Tony Kovaleski Biography
Tony Kovaleski, born Anthony Carl is an American investigative reporter currently working at Denver ABC Scripps’ KMGH-Channel 7. Previously Kovaleski worked at NBC Bay Area, KNTV in the San Francisco Bay Area. From 2001 to 2011, he was the investigative reporter at KMGH-TV in Denver, Colorado.
Tony Kovaleski Age
Kovaleski was born in 1959 in Iron River, Michigan, United States. He is about 60 years as of 2019. He grew up in San Jose, California.
Tony Kovaleski Family
We have no records regarding his parents and siblings. We will update when we get them.
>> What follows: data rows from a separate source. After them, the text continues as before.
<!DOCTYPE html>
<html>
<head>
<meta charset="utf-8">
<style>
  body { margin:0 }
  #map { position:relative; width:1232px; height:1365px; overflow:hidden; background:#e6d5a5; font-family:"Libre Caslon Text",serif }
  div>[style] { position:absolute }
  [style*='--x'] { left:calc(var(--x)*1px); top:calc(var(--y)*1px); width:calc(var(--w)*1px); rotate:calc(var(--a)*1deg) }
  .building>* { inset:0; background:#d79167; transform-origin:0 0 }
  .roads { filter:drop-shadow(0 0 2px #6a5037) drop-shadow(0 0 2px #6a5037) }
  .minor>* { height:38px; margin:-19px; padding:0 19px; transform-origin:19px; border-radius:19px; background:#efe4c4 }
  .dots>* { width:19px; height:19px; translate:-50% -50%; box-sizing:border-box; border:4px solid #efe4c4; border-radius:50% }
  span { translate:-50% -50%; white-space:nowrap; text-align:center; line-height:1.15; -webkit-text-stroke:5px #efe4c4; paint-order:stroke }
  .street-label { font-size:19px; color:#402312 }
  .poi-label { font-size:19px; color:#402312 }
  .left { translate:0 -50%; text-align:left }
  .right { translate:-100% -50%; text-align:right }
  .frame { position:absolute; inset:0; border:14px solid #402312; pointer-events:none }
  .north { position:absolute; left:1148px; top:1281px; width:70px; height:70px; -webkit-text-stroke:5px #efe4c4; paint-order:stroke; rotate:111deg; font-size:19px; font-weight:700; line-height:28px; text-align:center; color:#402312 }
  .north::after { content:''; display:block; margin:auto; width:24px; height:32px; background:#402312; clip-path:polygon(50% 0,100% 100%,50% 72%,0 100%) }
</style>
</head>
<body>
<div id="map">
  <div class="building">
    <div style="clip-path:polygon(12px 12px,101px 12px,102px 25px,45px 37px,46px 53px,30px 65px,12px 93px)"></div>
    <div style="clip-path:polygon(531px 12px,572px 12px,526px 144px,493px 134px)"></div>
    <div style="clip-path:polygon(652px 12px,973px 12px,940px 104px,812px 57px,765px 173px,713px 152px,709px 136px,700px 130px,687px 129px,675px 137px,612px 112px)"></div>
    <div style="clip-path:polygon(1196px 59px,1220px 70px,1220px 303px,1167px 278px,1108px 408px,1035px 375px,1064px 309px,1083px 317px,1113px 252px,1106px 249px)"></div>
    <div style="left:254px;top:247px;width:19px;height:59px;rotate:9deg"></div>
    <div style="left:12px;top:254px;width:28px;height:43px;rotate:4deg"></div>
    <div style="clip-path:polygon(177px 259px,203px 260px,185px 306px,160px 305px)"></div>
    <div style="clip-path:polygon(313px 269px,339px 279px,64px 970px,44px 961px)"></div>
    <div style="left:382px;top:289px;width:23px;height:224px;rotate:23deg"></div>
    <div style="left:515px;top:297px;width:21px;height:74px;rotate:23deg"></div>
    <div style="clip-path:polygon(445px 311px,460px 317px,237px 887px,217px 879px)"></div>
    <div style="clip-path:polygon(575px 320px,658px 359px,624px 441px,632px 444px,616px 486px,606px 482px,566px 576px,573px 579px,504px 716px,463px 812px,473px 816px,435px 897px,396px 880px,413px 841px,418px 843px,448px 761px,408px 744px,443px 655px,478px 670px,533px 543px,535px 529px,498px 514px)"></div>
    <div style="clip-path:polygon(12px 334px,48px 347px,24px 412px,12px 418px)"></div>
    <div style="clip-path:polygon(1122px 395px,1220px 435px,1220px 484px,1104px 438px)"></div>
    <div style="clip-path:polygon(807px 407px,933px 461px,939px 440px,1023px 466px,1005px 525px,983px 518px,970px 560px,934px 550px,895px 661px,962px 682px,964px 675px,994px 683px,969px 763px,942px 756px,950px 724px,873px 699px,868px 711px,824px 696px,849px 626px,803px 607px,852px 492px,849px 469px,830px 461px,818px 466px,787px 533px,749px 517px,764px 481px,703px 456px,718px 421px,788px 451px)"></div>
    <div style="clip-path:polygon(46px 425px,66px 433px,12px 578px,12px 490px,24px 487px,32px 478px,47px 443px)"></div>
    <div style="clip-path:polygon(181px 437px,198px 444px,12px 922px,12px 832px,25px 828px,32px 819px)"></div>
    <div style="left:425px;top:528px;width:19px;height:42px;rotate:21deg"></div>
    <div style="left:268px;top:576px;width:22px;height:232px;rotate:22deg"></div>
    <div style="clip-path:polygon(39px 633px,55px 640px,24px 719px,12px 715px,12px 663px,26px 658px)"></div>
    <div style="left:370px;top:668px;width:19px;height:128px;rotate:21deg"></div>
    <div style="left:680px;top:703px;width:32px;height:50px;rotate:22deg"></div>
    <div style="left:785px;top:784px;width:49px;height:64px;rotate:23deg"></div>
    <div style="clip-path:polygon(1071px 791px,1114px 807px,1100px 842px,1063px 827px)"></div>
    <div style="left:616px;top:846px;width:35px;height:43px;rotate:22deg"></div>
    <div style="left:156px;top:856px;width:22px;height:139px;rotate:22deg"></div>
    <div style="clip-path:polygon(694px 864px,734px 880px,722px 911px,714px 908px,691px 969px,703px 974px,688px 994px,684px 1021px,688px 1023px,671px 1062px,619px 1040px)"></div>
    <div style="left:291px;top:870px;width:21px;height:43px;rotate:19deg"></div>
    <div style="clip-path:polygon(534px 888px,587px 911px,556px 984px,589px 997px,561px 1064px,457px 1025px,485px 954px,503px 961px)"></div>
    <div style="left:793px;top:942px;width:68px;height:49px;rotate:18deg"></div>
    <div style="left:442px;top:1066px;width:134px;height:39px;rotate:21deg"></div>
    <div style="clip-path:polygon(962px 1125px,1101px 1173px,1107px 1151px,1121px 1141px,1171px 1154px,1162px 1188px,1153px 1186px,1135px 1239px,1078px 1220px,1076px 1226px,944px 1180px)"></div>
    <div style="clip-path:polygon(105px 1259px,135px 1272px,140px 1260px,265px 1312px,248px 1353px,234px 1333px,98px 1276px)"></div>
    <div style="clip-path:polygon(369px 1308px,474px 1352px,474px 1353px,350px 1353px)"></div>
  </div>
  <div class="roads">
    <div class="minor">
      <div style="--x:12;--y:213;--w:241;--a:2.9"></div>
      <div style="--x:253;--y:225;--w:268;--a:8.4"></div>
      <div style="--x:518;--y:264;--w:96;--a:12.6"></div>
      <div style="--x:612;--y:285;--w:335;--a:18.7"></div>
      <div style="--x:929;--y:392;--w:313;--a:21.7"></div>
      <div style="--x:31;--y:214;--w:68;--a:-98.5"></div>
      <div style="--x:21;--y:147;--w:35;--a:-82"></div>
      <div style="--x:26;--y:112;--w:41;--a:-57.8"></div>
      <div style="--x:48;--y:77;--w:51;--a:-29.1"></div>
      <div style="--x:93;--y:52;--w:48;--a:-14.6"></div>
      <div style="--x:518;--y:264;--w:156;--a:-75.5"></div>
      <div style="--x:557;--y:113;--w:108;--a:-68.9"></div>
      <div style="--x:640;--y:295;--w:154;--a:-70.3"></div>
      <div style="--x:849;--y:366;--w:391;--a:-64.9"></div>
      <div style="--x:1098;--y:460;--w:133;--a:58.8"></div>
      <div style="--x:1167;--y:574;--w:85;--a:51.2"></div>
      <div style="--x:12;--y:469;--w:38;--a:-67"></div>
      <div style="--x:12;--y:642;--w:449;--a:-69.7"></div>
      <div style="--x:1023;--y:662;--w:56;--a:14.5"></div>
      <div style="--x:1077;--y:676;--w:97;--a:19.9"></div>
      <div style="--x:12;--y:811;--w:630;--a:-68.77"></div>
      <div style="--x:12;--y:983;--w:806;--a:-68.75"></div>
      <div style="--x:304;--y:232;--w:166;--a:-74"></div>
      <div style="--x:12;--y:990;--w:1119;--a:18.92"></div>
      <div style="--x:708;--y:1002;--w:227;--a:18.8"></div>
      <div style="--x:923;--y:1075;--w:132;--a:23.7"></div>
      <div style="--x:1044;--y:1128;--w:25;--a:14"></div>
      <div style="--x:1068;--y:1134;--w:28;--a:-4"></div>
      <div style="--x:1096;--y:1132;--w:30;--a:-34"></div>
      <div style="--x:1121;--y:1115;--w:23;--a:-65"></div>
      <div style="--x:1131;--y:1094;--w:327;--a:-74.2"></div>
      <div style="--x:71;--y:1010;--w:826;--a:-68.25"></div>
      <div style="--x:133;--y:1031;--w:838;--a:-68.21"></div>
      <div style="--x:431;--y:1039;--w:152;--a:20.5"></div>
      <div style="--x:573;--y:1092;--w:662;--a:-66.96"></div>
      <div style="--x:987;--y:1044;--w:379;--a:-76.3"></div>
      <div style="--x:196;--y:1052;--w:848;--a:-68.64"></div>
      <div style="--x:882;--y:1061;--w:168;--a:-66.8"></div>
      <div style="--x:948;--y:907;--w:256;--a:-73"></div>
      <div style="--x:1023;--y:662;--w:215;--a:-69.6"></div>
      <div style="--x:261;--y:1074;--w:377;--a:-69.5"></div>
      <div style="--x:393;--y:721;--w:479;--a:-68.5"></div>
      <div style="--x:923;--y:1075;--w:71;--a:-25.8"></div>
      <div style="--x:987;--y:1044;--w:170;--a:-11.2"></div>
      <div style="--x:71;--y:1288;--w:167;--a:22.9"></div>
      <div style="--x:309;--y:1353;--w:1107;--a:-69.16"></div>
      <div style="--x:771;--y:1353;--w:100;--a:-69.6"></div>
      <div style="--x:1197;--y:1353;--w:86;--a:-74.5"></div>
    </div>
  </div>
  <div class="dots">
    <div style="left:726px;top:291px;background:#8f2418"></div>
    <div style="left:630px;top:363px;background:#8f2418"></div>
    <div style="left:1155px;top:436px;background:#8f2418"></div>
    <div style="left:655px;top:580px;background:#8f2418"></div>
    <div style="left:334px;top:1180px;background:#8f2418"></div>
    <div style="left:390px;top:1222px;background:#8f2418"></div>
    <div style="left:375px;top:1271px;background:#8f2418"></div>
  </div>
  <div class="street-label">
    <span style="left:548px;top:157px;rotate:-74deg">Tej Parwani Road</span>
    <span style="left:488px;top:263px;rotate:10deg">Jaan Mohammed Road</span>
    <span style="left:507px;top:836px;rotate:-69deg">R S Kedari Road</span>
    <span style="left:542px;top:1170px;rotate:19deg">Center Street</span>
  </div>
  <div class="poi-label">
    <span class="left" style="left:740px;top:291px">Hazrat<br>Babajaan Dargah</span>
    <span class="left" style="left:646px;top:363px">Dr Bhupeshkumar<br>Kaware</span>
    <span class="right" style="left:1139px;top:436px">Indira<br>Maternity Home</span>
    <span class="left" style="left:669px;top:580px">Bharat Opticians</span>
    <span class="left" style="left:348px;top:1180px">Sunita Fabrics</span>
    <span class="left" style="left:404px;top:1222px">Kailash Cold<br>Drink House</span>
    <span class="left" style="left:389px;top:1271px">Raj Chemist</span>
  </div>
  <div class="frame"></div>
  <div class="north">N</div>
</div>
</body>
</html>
Tony Kovaleski Wife | Tony Kovaleski Jennifer Kovaleski
He is a married man. He has three daughters, Namely; Jennifer Kovaleski (who is also a reporter) Brooke Kovaleski and the third one whom her name is not stated.
Tony Kovaleski Education
He graduated from San Jose State University with a degree in Broadcast Journalism. He is a faculty member of the National Center for Courts and Media with the University of Nevada’s Reynolds School of Journalism and is also a member of Investigative Reporters and Editors (IRE), the professional organization for investigative journalists.
Tony Kovaleski Career
Kovaleski joined the Investigative Team of the NBC Bay Area in December 2011. His most recent work includes exposing problems at sporting venues across California. His investigations into the VTA Light Rail system of Santa Clara County have exposed abnormally high rates of fair evasion.
His second report showed that the light rail system was still unable to provide its riders with credit card readers after two years. In addition, his report on the mechanical breakdowns of a major East Bay school bus provider alerted several East Bay school districts to a history of unreported problems.
In the summer of 2008, while at KMGH-TV in Denver, Kovaleski aired a series of stories that chronicled problems with Denver’s emergency ambulance service, including response times that were nearly double the national standard.
The stories also showed that there was no permanently stationed an ambulance at Denver International Airport even though the facility was more than twenty miles from the city center.
More than 100 people were on Continental Airlines Flight 1404 in December 2008 when the pilot lost control. The aircraft slid off Runway 34 Right and burst into flames during take-off. Kovaleski obtained ambulance response records showing the first emergency ambulance needed 33 minutes to reach the scene.
The investigative documentary “33 Minutes to 34 Right” aired in March 2009 and led to significant changes in Denver’s ambulance procedures and policies including the permanent assignment of an ambulance at DIA.
In May 2010, Kovaleski reported accepting gifts and an all-expense-paid trip to Pebble Beach on several state-appointed board members of Pinnacol Assurance. The board was tasked with overseeing Pinnacol Assurance including the expenditure of the agency.
Kovaleski’s investigation forced the board to be revised, including the appointment of a new president and the implementation of strict travel and gift regulations accepted by board members.
Kovaleski’s source-based investigative reporting landed interviews with four members of Denver’s FBI that produced a look inside the federal investigation and conviction of admitted terrorist Najibullah Zazi. The 30-minute documentary provided insight into how a national terror plot targeting New York City was unraveled by the Denver FBI office.
His reporting and investigations have been featured on CNN, ABC’s Good Morning America, ABCs “20/20” and CNN’s “Larry King Live.”
Tony Kovaleski Net Worth
His 2019s net worth is still under review.
Tony Kovaleski Parents In The Dark
A former Colorado congressman says state law needs to change after Denver7 Investigates revealed a series of school employee arrests that parents were not initially informed about.
Over the course of several months, Denver7 Investigates has uncovered four incidents in three different districts in which parents were not told about the arrests of school employees charged with sex crimes against students until Denver7 reported on the arrests.
In three of the incidents, schools did not inform parents for months after the arrests.
“It is absolutely a scandal,” Bob Schaffer said. “Parents are in the dark, and it’s not just an accident – parents are in the dark in Colorado deliberately.”
Schaffer, a former Republican congressman, served as head of the state board of education six years ago, when similar reporting uncovered similar scandals. At that time the board, led by Schaffer, voted to require schools to send notifications to parents when school employees were arrested and charged with serious crimes.
But the Legislature dismantled the rule, deciding the board did not have the authority to make such a requirement of districts.
Current state law leaves it up to individual districts to decide if and when they will notify parents about the arrests of teachers and other school employees. Most districts told Denver7 Investigates they don’t have a policy about parental notification and take arrests on a case-by-case basis.
State Rep. Paul Lundeen said he is planning to propose a bill in the next legislative session.
“We need to close the loopholes that exist by writing laws to solve this problem,” Lundeen said. “Let’s in fact shine the bright light on this, because in fact sunlight is a great disinfectant on a moldy, dusty, murky, evil crime of this nature.”